A few posts backed I described my spiritual journeying method. Considering that the Gods and spirits I work with are ones that I first learned of through such journeys, and how big a role journeying plays in my practice, I thought it might be prudent to describe how I record and interpret the journeys I undertake.
Accurate Recording
As soon as I end a journey, I will try to write it down. Sometimes this will be handwritten in a journal, but I much prefer typing. Typing is quicker for me, allowing me to swiftly record the events and feelings of the journey. That does mean I need a computer nearby, but the spirits I work with are not averse to technology so that is a moot issue. (Obviously it would be more so if the spirits one interacts with dislike technology or cause severe technological problems.) I am able to use both handwriting and typing while journeying, but it tends to render any journeying lighter and shallow. I tend to prefer capturing the journey as soon as I can after it is finished rather than ‘double-dipping’.
When it comes to what exactly to record… Unfortunately, I do not know the details of what other practitioners record regarding their own journeys. When I first began my practice, I would record a lot of information concerning the day, timing, moon phase, weather, and such. I would try to record both the going-under and resurfacing from the journey, the physical sensations I experienced and my thoughts regarding the process, as well as whatever occurred during the journey itself. The visuals during the journey would be written in a dry fashion. It was useful for building up my journeying skills, at the time.
As I continued to journey and continued to write down my experiences – and share them with others – I began to write in a much looser fashion. It became much easier to record the actual feeling and experience of the journeys if I wrote it in a way I was comfortable with, that of fictional prose. That remains how I record my journeys to this day, predominantly. It would not surprise me if someone couldn’t discern my fictional journals from my journeying diaries, excepting for the latter being much more nonsensical.
I will sometimes record journeys in a more poetic format, usually if a journey was primarily about emotional responses or a great overarching feeling. These have less use as a recording tool but are more useful in helping me understand my frame of mind at the time.

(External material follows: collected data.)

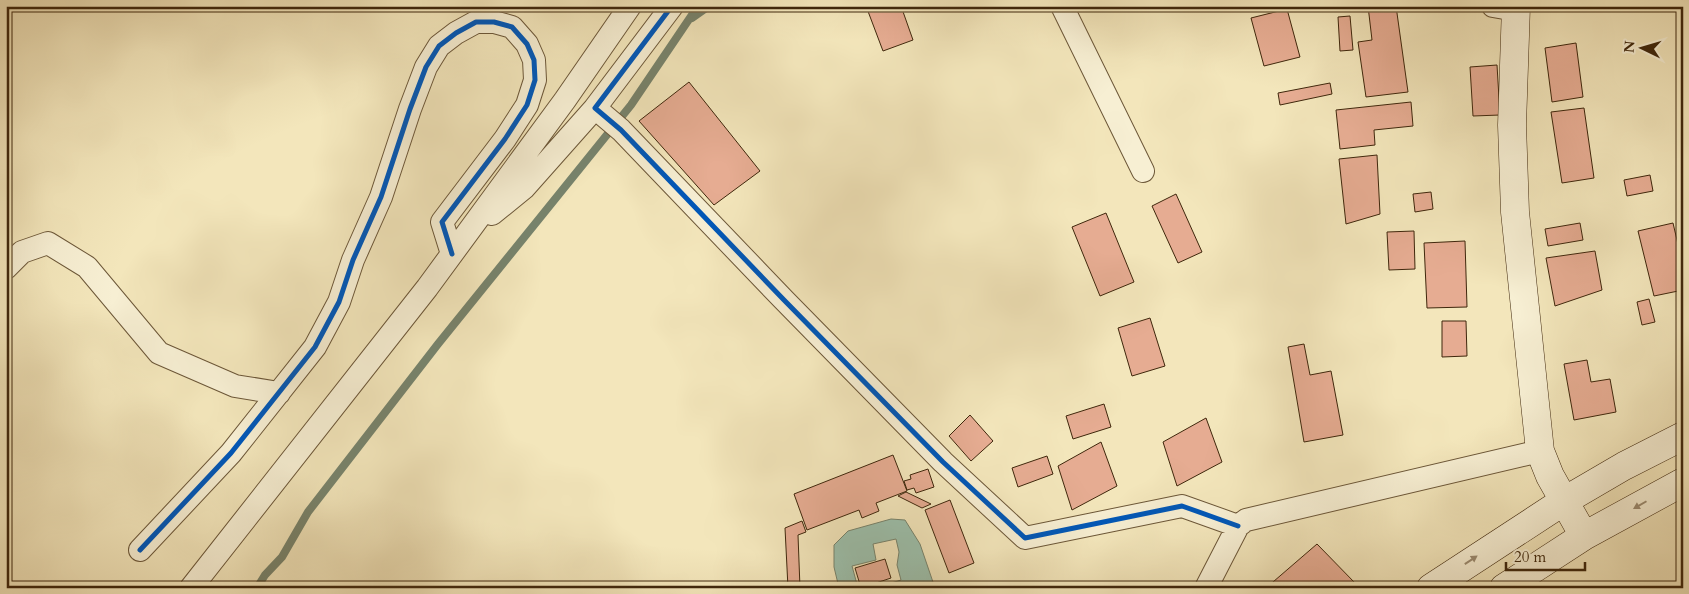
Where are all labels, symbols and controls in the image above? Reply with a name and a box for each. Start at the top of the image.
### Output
north arrow [1616,22,1666,72]
text: N [1620,40,1640,54]
one-way arrow [1633,500,1646,509]
scale bar [1506,539,1585,571]
text: 20 m [1514,547,1546,567]
one-way arrow [1464,556,1478,565]

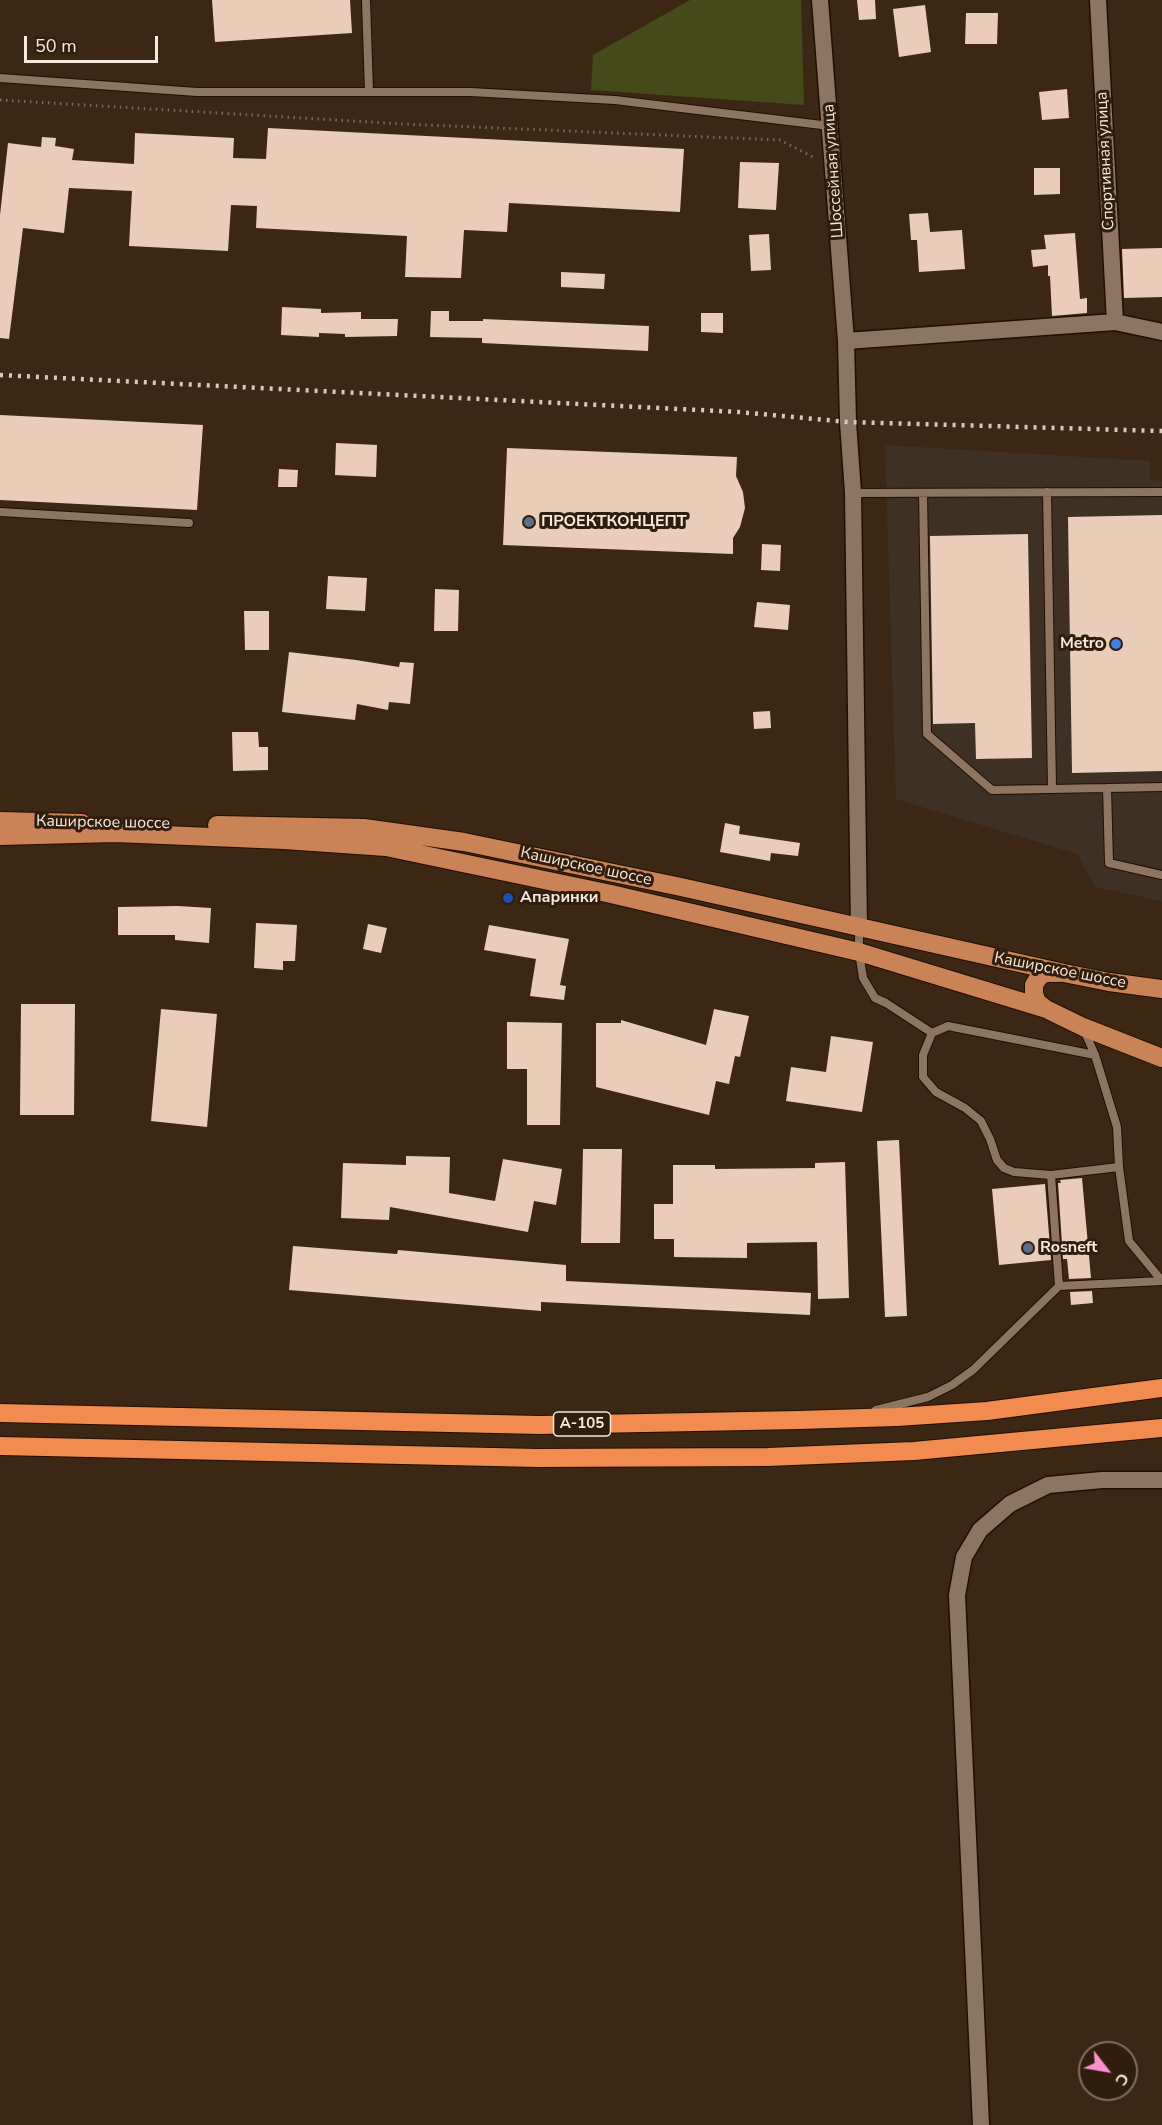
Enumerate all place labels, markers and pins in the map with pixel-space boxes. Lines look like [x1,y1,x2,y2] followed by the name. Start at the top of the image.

It is, in my opinion, important to note the date that a journey takes place. Having such a clear record of the progression of time allows us to place the journey in a broader context and illuminates patterns within the year or month or our own life cycle.

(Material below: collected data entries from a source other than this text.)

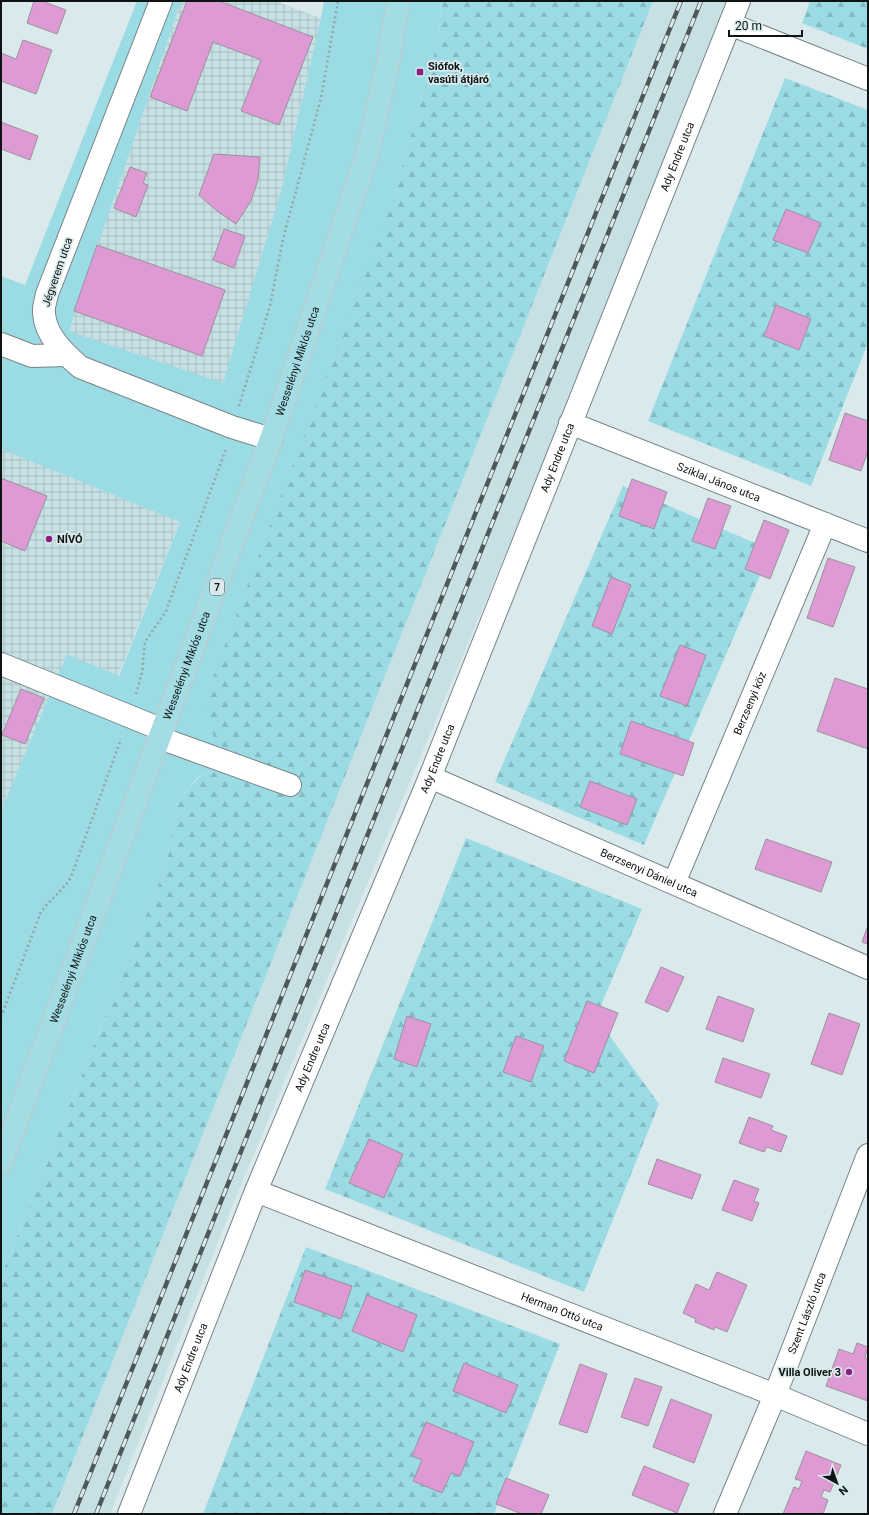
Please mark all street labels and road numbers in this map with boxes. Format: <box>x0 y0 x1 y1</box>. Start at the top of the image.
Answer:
street label: Ady Endre utca <box>658 120 697 193</box>
street label: Jégverem utca <box>40 236 75 309</box>
street label: Wesselényi Miklós utca <box>273 305 322 418</box>
street label: Ady Endre utca <box>538 421 577 494</box>
street label: Sziklai János utca <box>675 460 762 505</box>
road number: 7 <box>210 579 224 595</box>
street label: Wesselényi Miklós utca <box>161 610 213 722</box>
street label: Berzsenyi köz <box>731 669 769 737</box>
street label: Ady Endre utca <box>418 722 457 795</box>
street label: Berzsenyi Dániel utca <box>598 846 700 900</box>
street label: Wesselényi Miklós utca <box>47 913 100 1025</box>
street label: Ady Endre utca <box>292 1021 333 1094</box>
street label: Szent László utca <box>786 1271 829 1356</box>
street label: Herman Ottó utca <box>519 1290 605 1334</box>
street label: Ady Endre utca <box>171 1321 210 1394</box>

One good reason to record experiences accurately is so that our memory has less opportunity to make a mess of everything. Our memories are not nearly as robust as we believe they are, and no amount of knowledge of that fact will actually help our memory be as ironclad as we wish. Recording what the journey was like, what Gods and spirits were encountered, the landscapes, what was said, what one felt…the sooner after a journey we record these details, the more accurate they will be. Then, days or weeks or months or years after, when that journey is still in our head – floating and changing as it will over time – we can return to our most accurate record and refresh what really happened. What our thoughts were at the time.

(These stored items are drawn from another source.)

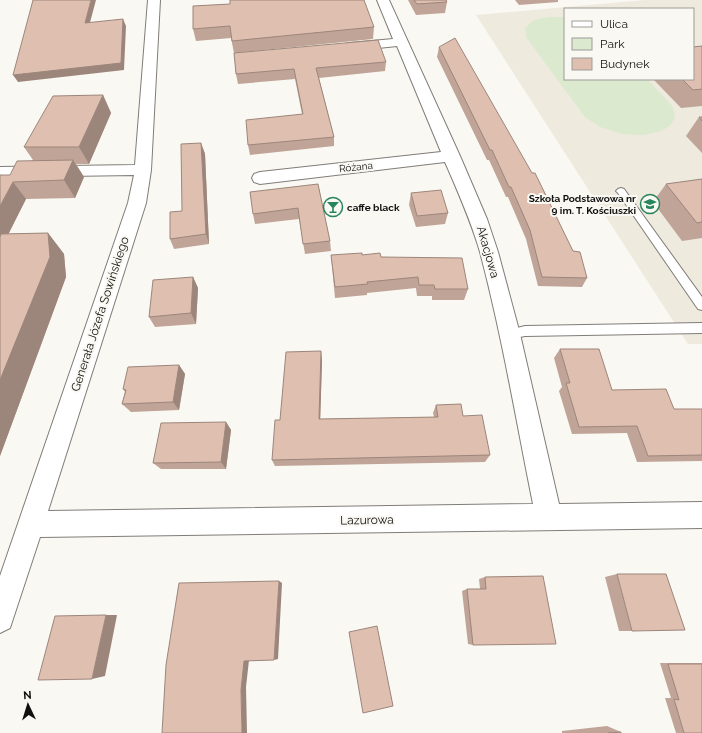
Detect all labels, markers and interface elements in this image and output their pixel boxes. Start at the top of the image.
legend [564,8,694,80]
text: Ulica [600,17,628,31]
text: Park [600,37,625,51]
text: Budynek [600,57,650,71]
street label: Różana [339,160,373,174]
place label: Szkoła Podstawowa nr 9 im. T. Kościuszki [529,193,636,216]
school or university icon: Szkoła Podstawowa nr 9 im. T. Kościuszki [639,193,661,215]
bar icon: caffe black [322,196,344,218]
place label: caffe black [347,202,400,213]
street label: Akacjowa [474,224,502,280]
street label: Generała Józefa Sowińskiego [68,235,132,393]
street label: Lazurowa [340,513,394,527]
north arrow [8,685,48,725]
text: N [23,689,32,702]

The elasticity of our minds makes it easy to retrofit symbols and meanings and emotion. But an accurate recording of journeys allows us to accurately reflect on the lessons we learn through journeying. We can check our later interpretation of the journeying and see if it actually aligns. It can also be wonderfully useful when we find ourselves wondering why certain symbols or omens are popping up; looking back on past journeys can shed light on when those symbols first appeared in a spiritual setting.
Wording and Phrasing
Unlike many others I have spoken to who journey, I do actually come away from some of my journeys with proper ‘sentences’ and words from the Gods and spirits. This isn’t to say that I ‘hear’ them as external voices, as if another human were speaking aloud in the same room. There have been rare occasions where it has felt that way, while I have been deep in a trance and fully lost to the world, but often it is the more ephemeral and typical intuitive ‘knowing’ of what a spirit is saying to me as I journey. To be fair, the clearest sentences I receive tend to be very simple in their meaning. Along the lines of ‘do this’ or ‘don’t do that’. Some Gods and spirits also seem more inclined to clear ‘human language’, so to say.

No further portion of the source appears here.